The financial markets do not like uncertainty.  In the lead up to the referendum we are therefore likely to see a lot of volatility.  Quite possibly there will be an overall downward pressure.  Not just in the FTSE, but also in other major markets, including Europe and the US.


Perhaps you think I am over stating the case.  After all, there was not a great deal of movement in the markets after the Friday announcement.  Apart, that is, from a bit of a shake-up in the currency markets.  But share prices do not seem to have fluctuated any more than they have been doing recently anyway.


That is true.  The markets knew it was likely the announcement would be made.  As I said at the beginning, this was the news we had all been expecting.  Any uncertainty arising from this was already factored in to the prices on the markets, which is why we have not seen major reactions to the news.
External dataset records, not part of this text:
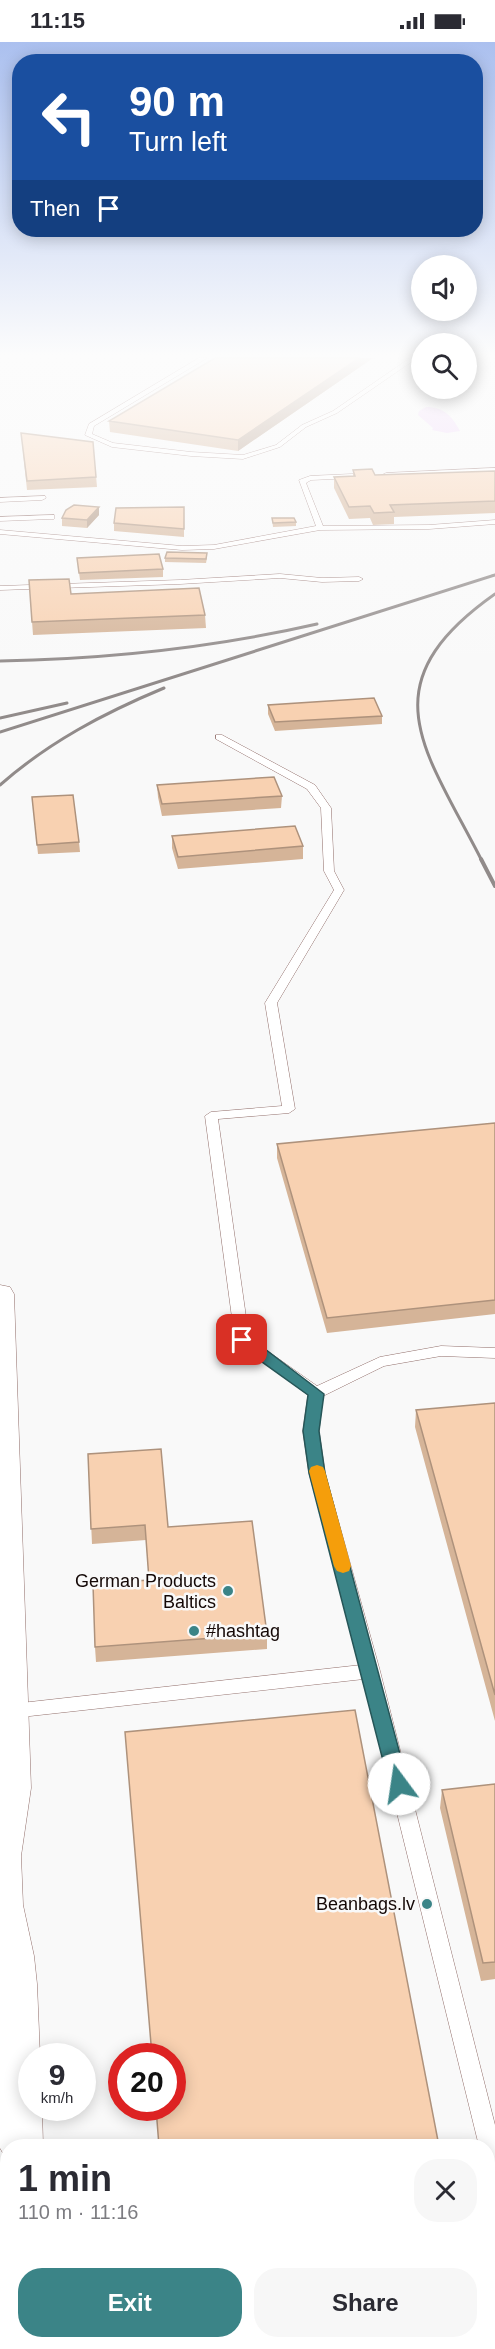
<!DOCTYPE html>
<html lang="en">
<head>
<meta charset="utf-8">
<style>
	body { margin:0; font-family:Helvetica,sans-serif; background:#f7f7f7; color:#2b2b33; height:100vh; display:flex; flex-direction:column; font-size:22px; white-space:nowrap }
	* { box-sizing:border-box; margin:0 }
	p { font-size:20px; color:#7c7c81 }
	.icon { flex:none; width:33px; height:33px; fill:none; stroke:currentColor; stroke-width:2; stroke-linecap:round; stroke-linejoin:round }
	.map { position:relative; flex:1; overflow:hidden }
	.sheet { position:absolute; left:0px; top:2097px; width:495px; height:210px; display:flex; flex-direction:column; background:#fff; border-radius:24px 24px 0 0; box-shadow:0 3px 15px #0003 }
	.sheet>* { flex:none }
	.top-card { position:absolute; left:12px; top:12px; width:471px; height:183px; border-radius:24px; box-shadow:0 3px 15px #0003; background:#1a4fa0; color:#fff; overflow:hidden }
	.fabs { position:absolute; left:411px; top:213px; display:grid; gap:12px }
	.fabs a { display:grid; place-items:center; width:66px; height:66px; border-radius:50%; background:#fff; box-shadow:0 3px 15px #0003; font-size:30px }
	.speed { position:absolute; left:18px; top:2001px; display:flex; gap:12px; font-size:30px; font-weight:700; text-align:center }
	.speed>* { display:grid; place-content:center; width:78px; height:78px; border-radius:50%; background:#fff; box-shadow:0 3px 15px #0003; line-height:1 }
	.speed small { font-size:15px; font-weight:400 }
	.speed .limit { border:9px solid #d22; background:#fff; color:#111 }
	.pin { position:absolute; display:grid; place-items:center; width:51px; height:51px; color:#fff; margin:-26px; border-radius:12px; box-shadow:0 3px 9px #0006 }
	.me { position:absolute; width:66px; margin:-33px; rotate:346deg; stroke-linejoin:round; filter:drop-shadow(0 0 4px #0008) }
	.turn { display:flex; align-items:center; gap:21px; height:126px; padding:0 18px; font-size:27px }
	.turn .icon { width:78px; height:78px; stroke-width:2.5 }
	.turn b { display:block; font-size:42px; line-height:51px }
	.then { display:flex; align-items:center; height:57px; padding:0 18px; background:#0003; gap:12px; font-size:22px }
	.round { display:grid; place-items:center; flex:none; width:63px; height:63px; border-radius:24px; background:#f7f7f7 }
	.headline { display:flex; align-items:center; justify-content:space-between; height:102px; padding:0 18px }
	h1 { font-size:36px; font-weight:700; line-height:45px }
	.primary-button { display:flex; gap:12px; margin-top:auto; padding:12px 18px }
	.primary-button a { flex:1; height:69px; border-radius:24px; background:#3b8487; color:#fff; font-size:24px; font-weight:700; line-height:69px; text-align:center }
	.primary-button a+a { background:#f7f7f7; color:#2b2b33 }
	.status { display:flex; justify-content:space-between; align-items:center; height:42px; padding:0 30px; background:#fff; direction:ltr }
	.status svg { height:16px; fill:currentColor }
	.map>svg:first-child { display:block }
	.water { fill:#f0d2fa }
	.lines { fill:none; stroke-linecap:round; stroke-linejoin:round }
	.lane-casing { stroke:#926f6b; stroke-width:1 }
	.street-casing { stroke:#926f6b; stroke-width:1 }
	.lane { fill:#fff; fill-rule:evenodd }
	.street { fill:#fff; fill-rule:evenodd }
	.rail-far2 { stroke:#918b8a; stroke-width:2 }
	.rail-far1 { stroke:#918b8a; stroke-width:3 }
	.rail { stroke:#918b8a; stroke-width:4 }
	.wall { fill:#d5b498 }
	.shaded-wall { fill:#ae927c }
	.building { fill:#f8d1b1; stroke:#ae927c; stroke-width:1.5 }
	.route { fill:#3b8487; stroke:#265658; stroke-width:1.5 }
	.slow { fill:#f59e0b }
	.poi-dot { fill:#3b8487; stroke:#f9f9f9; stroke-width:2 }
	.labels { text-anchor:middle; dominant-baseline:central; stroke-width:5; stroke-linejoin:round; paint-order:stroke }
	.near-poi-label { font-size:18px; fill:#140806; stroke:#f9f9f9; text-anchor:end }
</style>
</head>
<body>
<div class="status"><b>11:15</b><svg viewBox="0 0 49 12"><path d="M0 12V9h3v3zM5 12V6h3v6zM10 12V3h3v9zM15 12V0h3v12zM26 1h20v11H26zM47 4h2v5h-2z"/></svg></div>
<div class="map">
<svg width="495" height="2307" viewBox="0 0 495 2307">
	<rect width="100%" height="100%" fill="#f9f9f9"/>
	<path class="water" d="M426,365c18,0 26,9 34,24l-13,2 -15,-3 1,-2 -15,-13 1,-4z"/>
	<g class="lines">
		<defs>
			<path id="lane" d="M199,316h8l-113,68 -2,8 21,9 78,9 52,3 33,-10 26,-20 31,-14 77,-53h7l-80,55 -31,14 -26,20 -37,12 -52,-3 -79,-9 -27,-12 4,-11z
				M495,426v4l-109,5 -4,-2 4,-2z
				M352,432h3v4l-44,2 -5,3 17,43 106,-1 66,-5v4l-66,5 -109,1 -106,19 -32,1 -182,-16v-4l182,16 32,-1 102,-19 -17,-46 11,-4z
				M45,454l1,2 -4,2 -42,2v-4z
				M54,473v4h-3l-51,2v-4z
				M280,532l42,4 37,-1 4,2 -4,2 -37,1 -42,-4 -100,6 -180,6v-4l180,-6z
				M216,693h6l93,50 16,23 3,63 10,19 -67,113 18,106 -6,4 -71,6 31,219 68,48 63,-29 61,-11 54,2v10l-54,-2 -57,10 -61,30 -4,35 6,42 55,198 115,454v54l-7,-3v-30h-9l-115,-467 -352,39 -6,-2 -3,-5 3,-5 6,-2 349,-39 -52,-192 -6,-42 5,-36 -73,-55 -30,-224 6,-4 71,-6 -17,-103 69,-113 -10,-19 -3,-63 -14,-19 -91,-50z"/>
			<path id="street" d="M0,1243l10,2 4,7 17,494 -10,68 2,49 11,51 3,28 3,72h-8v52h10l1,38h-35v16l-8,-14z
				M8,2286v14h40l2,7h-48v-7z"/>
		</defs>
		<use href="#lane" class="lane-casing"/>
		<use href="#street" class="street-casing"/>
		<use href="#lane" class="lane"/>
		<use href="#street" class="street"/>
		<path class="rail-far2" d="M491,534l4,-1"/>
		<path class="rail-far1" d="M0,619c107,-2 212,-13 317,-37
			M0,676l67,-15
			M0,690l495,-157
			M0,743c49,-43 104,-72 164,-97
			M482,819c-57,-112 -116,-176 13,-267"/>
		<path class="rail" d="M481,817l14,27"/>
	</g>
	<path class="wall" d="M215,316h158l-135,93 -128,-19 -1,-11z
		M21,391l72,9 4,45 -70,3z
		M353,428l22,5 120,-4v42l-101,4v7l-21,1 -3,-7 -21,1 -15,-31v-11l19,-1z
		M184,465v30l-70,-6v-8z
		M99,473l-12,13 -25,-2v-8z
		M272,476l24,4v4l-23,1z
		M77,516l86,11v8l-83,3z
		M165,516h42l-1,5 -41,-1z
		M29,538l42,14 134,21 1,13 -173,7z
		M268,663l114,11v8l-107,7 -7,-17z
		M157,743l125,11 -1,12 -119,8 -4,-19z
		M32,755l47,45 1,10 -42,2z
		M172,794l131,10v13l-125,10 -6,-21z
		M495,1081v191l-168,19 -50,-175v-14z
		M495,1361v318l-80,-294 1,-17z
		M88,1412l80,73 99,107v15l-171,13 -1,-15 54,-67 -3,-40 -54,4z
		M495,1742v195l-14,2 -41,-173 2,-18z"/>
	<path class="shaded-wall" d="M359,316h14l-135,93v-11z
		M99,465v8l-12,13v-8z"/>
	<path class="building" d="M215,316h144l-121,82 -129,-19z
		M21,391l72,9 3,35 -69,4z
		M372,427l3,6 120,-4v30l-105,4 4,7 -20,1 -4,-7 -21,1 -15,-30 21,-1 -2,-6z
		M74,463l25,2 -12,13 -25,-2 4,-8z
		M184,465v22l-70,-6 2,-15z
		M272,476h22l2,4 -23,1z
		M167,510l40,1 -1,6 -41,-1z
		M159,512l4,15 -84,4 -2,-15z
		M69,537l2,15 128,-6 6,27 -173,7 -3,-42z
		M374,656l8,18 -107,6 -7,-17z
		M274,735l8,19 -120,8 -5,-19z
		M73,753l6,47 -42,3 -5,-48z
		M295,784l8,20 -125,11 -6,-21z
		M495,1081v177l-168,18 -50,-174z
		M495,1361v292l-79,-285z
		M161,1407l7,78 84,-6 15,113 -172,13 -2,-63 56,-4 -4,-55 -54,4 -3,-75z
		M355,1668l84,436h-280l-3,-38h16v-52h-20l-27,-324z
		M495,1742v178l-12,1 -41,-173z
		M175,2300h301l2,7h-303z"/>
	<linearGradient id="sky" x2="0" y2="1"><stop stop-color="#abc0ef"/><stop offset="0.49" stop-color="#fcfcfc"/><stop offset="1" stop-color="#fcfcfc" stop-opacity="0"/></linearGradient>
	<rect width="495" height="639" fill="url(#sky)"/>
	<path class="route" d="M242,1293l6,1 76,58 -5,37 6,42 83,311 -2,6 -7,2 -7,-2 -3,-6 -80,-311 -6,-42 5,-36 -71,-51 -2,-4z"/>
	<path class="slow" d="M317,1423l6,2 2,4 26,95 -2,5 -6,2 -6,-2 -3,-5 -25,-95 2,-4z"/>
	<g class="poi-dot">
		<circle cx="228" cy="1549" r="6"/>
		<circle cx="194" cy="1589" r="6"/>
		<circle cx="427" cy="1862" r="6"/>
	</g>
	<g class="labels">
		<g class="near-poi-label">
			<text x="216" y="1539">German Products<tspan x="216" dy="21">Baltics</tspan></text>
			<text x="206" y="1589" text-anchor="start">#hashtag</text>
			<text x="415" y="1862">Beanbags.lv</text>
		</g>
	</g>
</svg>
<div class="fabs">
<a><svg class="icon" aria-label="sound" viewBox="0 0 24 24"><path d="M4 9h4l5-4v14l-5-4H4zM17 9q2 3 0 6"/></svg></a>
<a><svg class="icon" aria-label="search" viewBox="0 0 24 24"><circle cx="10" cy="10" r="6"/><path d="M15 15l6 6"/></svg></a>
</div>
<div class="speed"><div>9<small>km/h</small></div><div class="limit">20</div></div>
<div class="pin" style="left:242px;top:1298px;background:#d93025"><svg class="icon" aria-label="arrive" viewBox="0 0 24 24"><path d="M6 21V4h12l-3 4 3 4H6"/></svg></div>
<svg class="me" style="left:399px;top:1742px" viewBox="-20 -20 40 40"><circle r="19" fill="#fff"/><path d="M0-13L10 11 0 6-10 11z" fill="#3b8487"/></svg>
<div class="top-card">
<div class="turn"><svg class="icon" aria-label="left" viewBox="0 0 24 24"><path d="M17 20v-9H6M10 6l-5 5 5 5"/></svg><div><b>90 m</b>Turn left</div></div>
<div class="then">Then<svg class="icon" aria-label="arrive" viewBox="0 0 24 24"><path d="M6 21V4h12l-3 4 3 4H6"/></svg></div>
</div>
<section class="sheet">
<div class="headline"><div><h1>1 min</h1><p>110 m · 11:16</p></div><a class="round"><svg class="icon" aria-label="close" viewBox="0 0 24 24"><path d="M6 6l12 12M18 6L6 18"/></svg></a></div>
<div class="primary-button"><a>Exit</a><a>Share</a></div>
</section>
</div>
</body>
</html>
Where we are likely to see more concern about uncertainty, and therefore greater volatility, is in the next few months leading up to the referendum.  Big names on both sides in the debate will no doubt make impressive speeches and write full reports on why they think we should leave or why they think we should stay.  Some of these will not be a surprise, but there will probably be a few jokers in the pack, and we should expect movements both up and down when that happens.


After the referendum, the effect on markets could go either way no matter which way the vote goes.  But, again because of the inherent uncertainty of the consequences of leaving, a vote to leave the European Union could well see a significant drop in share values in the UK, Europe, and even in the US.  Not because the markets will necessarily think that leaving the European Union would be bad for our economy, but simply because it will create a lot of unknowns and uncertainty.  What will happen long term is anybody’s guess, but the short term result could impact quite negatively on investment values.


Please note this is not a political piece.  I am not arguing the merits of leaving or staying in the European Union, but just indicating that we should be ready for some possible big swings in share values.


Those swings will then be reflected in one way or another in our client portfolios.  Be ready for clients to come to you for reassurance, and also be ready for the possible impact if you rely heavily on fees from money under management.